“Wasteful Love”

A church member recently asked, “What happened on those other days of Holy Week?” We focus on Palm Sunday, skip ahead to Maundy Thursday and Good Friday and wait it out Holy Saturday. But what about the other days?

Today is Monday of Holy Week and while it is not designated for any special observance, the anointing in Bethany is often remembered. While each gospel has its own unique anointing story, the Gospel of John, chapter 12, connects it most closely with Passover.

Most of us in the Christian faith are familiar with the story: a woman (John names her as Mary, the sister to Martha and Lazarus) anoints Jesus with costly perfume. Matthew and Mark tell us that Jesus was anointed on the head and Luke and John tell us the anointing was on the feet.

Attempts to reconcile the differences are impossible and, quite frankly, beside the point. They all tell of a woman so moved by love and devotion that she does an extravagant act.

Love is foolish that way. Some may even think it is impractical in its wastefulness. Mary is even foolish in her behavior: she anoints his feet – the dirty and therefore “profane” part of the body – and wipes them with her hair – the symbol of life and glory.

It is as if she knew that in God all are brought together as one.
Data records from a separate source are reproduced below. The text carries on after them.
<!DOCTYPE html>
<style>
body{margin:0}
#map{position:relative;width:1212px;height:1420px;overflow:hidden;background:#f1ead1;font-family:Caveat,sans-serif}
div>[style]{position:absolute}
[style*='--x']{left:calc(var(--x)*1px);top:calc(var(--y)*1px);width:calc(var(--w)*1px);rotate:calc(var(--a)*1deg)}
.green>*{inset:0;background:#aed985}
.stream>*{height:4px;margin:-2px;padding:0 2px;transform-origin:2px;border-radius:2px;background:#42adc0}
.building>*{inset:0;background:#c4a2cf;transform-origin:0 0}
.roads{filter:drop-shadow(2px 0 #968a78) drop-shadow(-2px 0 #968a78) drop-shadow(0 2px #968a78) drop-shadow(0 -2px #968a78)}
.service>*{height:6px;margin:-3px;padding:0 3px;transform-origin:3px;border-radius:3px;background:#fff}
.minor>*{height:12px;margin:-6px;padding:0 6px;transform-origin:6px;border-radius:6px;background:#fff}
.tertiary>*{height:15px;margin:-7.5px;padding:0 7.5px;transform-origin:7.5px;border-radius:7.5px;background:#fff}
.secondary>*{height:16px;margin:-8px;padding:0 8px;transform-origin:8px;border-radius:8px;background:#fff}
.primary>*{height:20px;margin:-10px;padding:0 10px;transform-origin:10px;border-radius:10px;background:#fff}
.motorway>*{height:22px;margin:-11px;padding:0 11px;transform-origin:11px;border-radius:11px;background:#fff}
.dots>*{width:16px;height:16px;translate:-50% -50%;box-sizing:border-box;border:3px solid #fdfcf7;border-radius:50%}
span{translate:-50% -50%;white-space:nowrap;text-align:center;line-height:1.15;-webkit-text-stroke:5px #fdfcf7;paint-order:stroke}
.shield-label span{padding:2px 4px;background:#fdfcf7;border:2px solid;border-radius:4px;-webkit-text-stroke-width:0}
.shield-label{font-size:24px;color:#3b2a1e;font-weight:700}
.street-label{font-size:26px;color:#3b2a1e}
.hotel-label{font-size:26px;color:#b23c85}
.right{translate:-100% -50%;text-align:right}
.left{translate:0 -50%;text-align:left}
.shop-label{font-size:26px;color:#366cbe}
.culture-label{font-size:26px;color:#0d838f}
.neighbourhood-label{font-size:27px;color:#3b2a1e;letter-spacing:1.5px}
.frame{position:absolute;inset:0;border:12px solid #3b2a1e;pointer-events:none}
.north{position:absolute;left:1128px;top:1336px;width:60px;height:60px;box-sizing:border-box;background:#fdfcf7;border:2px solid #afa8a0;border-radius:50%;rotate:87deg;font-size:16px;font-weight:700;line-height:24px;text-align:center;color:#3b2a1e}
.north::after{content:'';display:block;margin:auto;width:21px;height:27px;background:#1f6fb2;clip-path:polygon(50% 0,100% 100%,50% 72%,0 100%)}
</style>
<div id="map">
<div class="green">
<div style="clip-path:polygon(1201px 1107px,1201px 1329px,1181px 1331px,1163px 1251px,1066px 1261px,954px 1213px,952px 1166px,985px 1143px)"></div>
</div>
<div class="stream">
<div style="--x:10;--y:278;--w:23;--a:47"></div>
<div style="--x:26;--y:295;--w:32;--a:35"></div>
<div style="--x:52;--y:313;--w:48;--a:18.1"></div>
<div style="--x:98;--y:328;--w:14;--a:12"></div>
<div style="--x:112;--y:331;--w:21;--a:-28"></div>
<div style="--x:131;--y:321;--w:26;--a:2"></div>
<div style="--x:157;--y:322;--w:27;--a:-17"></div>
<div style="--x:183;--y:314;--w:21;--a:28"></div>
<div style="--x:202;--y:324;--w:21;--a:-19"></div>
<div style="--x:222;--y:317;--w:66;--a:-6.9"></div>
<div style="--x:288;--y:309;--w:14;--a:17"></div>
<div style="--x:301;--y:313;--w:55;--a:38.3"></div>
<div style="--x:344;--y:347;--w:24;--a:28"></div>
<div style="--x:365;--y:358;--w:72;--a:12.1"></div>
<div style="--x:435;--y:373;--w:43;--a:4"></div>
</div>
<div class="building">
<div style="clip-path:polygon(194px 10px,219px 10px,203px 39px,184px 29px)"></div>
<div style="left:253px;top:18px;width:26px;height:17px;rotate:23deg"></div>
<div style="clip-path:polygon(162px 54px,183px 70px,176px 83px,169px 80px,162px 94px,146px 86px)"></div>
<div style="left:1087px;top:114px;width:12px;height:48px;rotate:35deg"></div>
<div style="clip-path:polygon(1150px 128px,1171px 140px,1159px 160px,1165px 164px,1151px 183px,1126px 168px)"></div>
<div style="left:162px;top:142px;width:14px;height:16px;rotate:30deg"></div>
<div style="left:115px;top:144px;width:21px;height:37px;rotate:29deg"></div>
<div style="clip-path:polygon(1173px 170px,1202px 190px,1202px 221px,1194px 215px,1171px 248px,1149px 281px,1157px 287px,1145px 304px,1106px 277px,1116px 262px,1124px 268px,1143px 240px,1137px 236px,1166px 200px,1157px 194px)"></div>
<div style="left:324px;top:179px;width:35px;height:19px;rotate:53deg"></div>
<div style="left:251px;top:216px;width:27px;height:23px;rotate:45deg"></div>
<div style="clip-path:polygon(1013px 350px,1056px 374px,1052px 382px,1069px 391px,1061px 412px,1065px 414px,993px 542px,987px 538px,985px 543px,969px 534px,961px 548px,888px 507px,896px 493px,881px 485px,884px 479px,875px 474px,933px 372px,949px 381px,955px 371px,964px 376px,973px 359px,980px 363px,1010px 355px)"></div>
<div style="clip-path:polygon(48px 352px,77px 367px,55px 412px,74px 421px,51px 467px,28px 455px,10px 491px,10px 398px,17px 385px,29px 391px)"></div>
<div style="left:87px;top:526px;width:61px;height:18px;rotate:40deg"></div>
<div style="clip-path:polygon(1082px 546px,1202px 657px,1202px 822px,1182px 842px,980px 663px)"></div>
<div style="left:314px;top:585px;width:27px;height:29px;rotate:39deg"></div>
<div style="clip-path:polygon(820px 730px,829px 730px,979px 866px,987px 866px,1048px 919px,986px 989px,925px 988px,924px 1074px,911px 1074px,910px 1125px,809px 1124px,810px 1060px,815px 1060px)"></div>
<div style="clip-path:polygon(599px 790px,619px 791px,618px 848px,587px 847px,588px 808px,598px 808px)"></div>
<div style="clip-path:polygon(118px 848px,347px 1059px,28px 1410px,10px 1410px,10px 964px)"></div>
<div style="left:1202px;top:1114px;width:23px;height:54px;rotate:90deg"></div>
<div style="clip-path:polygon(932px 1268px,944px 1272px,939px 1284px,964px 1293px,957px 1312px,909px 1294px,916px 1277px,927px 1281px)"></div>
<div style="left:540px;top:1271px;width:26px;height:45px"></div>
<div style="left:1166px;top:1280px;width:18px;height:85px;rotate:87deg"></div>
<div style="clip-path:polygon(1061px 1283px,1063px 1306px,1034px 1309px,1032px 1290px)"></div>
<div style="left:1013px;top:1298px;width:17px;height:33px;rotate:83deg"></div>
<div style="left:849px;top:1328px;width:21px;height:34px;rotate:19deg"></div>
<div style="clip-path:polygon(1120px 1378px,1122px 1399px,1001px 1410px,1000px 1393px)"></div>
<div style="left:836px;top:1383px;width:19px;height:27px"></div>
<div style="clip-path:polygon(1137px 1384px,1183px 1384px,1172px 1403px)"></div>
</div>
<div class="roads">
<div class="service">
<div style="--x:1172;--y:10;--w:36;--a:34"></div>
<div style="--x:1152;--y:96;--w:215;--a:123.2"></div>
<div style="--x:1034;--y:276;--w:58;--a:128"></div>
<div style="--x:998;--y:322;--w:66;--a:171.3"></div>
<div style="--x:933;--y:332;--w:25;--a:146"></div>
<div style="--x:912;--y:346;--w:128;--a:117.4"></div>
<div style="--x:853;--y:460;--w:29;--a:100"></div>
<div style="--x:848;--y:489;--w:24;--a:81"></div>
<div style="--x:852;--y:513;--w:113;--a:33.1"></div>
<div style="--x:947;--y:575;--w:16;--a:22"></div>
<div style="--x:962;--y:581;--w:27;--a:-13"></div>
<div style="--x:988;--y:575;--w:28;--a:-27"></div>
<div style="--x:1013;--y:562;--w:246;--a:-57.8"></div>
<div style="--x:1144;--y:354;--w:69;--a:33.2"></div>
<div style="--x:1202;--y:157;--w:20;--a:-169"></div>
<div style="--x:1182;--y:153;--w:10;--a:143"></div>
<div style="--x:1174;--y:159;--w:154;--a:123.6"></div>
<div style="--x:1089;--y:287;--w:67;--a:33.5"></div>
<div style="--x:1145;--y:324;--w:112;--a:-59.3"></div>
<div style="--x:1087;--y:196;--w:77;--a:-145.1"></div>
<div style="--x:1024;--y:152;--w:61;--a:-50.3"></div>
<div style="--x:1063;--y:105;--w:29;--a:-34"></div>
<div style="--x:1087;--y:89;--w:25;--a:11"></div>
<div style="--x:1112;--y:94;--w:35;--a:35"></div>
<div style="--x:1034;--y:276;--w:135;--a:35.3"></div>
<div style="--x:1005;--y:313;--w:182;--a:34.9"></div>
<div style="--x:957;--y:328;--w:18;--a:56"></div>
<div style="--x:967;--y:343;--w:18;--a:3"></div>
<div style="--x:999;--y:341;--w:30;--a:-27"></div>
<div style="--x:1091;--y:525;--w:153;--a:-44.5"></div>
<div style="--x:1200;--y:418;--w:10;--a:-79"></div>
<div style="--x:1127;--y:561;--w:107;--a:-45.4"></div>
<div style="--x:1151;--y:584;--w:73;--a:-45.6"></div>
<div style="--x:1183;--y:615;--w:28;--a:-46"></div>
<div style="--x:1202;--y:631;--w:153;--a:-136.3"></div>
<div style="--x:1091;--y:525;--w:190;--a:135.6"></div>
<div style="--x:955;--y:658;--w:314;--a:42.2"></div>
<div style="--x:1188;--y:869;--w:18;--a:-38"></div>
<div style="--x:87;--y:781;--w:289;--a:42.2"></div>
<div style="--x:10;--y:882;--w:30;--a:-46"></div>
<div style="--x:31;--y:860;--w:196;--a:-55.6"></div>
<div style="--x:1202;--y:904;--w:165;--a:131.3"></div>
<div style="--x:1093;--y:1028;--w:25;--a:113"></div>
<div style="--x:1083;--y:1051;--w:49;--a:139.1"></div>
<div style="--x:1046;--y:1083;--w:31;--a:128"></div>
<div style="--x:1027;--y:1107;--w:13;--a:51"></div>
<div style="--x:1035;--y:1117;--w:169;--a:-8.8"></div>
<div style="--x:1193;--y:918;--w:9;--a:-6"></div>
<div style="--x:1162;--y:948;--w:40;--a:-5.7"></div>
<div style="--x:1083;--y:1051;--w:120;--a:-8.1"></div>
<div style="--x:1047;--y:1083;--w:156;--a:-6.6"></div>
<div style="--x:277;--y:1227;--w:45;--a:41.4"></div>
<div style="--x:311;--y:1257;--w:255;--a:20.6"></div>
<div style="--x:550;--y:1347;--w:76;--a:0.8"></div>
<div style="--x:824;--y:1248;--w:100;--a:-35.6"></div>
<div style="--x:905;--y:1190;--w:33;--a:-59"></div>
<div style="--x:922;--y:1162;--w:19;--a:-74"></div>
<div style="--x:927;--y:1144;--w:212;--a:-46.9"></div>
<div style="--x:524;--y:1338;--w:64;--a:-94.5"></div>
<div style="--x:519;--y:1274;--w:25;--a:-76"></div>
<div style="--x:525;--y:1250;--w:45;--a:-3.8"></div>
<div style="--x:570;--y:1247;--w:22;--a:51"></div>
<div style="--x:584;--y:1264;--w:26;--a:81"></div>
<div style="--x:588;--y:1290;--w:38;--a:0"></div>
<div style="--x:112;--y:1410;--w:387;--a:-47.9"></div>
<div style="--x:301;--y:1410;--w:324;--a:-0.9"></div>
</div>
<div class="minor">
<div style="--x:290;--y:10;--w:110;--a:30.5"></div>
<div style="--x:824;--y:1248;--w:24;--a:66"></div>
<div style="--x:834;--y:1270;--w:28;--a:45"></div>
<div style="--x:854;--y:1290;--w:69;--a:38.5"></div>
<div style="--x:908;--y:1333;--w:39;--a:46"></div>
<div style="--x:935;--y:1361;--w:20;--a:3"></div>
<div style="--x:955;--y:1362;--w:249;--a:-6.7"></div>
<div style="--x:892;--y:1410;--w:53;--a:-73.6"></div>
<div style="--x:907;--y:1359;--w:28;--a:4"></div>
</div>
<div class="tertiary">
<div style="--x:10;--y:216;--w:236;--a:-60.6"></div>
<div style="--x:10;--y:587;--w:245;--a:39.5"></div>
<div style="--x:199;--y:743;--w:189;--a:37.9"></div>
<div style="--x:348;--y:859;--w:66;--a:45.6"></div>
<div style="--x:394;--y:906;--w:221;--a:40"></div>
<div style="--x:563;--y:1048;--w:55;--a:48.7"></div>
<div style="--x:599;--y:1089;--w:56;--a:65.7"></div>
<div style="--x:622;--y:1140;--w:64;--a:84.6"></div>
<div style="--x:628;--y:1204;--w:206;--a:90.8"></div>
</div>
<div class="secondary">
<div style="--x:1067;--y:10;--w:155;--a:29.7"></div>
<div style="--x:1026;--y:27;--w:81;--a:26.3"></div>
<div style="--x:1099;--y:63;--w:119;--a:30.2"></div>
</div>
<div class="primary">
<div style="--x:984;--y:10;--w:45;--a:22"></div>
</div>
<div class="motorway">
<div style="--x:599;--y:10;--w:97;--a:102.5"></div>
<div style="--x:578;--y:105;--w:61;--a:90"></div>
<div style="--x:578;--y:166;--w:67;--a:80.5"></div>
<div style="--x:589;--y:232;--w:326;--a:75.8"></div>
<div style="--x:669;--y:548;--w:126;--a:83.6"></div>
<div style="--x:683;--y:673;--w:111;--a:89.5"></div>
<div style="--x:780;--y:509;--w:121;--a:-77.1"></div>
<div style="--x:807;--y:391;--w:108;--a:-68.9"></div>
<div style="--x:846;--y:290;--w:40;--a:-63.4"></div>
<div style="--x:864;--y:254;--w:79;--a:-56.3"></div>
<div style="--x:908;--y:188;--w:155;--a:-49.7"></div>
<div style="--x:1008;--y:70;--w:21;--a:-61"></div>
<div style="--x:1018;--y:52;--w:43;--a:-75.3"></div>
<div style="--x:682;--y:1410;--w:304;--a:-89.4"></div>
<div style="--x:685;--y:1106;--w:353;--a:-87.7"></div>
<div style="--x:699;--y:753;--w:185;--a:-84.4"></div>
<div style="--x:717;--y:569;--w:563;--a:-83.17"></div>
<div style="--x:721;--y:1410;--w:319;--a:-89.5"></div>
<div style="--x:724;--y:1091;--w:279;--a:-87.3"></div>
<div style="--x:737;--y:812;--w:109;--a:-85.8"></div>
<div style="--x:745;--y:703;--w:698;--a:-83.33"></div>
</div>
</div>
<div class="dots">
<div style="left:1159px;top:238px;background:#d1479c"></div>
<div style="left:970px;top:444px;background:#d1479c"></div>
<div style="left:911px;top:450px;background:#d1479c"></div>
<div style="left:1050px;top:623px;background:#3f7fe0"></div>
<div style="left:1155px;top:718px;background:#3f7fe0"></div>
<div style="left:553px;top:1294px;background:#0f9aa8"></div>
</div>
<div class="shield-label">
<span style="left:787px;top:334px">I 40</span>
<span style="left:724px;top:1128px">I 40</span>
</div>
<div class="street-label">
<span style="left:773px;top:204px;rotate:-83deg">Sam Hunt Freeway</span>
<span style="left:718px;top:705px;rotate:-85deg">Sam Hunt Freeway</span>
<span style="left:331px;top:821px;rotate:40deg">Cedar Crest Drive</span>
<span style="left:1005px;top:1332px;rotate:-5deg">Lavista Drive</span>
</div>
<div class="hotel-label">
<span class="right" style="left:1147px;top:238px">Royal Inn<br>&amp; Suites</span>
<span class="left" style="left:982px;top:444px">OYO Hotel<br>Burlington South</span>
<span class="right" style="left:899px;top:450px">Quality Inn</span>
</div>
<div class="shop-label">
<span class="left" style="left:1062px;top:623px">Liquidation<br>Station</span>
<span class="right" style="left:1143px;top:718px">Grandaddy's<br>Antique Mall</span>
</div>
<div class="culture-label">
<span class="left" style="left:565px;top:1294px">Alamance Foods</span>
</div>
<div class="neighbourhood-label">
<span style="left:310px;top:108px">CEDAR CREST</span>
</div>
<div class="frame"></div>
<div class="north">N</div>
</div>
Nothing separates us from love incarnate. When you know that Holiness is abiding in what everyone else is calling profane, you cannot help but unbind your hair and take your shoes off, because suddenly the earth shimmers in the sacred.

And yet there will always be detractors and objectors, meekly hiding behind their own excuses of excess and self-righteousness. “The money could have been given to the poor,” yet having done little for the poor or anyone else for that matter in the first place.

Without love, our feverish attempts at doing good feel more like obligations to a demanding God and less like engagement with a loving Creator.

John gives us this line: “The house was filled with the fragrance of the perfume.” (John 12:3b) When you love and are loved extravagantly others share in the gift.

Barbara Brown Taylor writes: Whatever they spend, there will be plenty left over. There is no reason to fear running out–of nard or of life either one–for where God is concerned, there is always more than we can ask or imagine–gifts from our lavish, lavish Lord.

Mary embodies the fullness of extravagance – love, life, forgiveness, giving. All share in the gift.

Friends, let us love generously this day and all our days. The sacred still leaves the earth shimmering.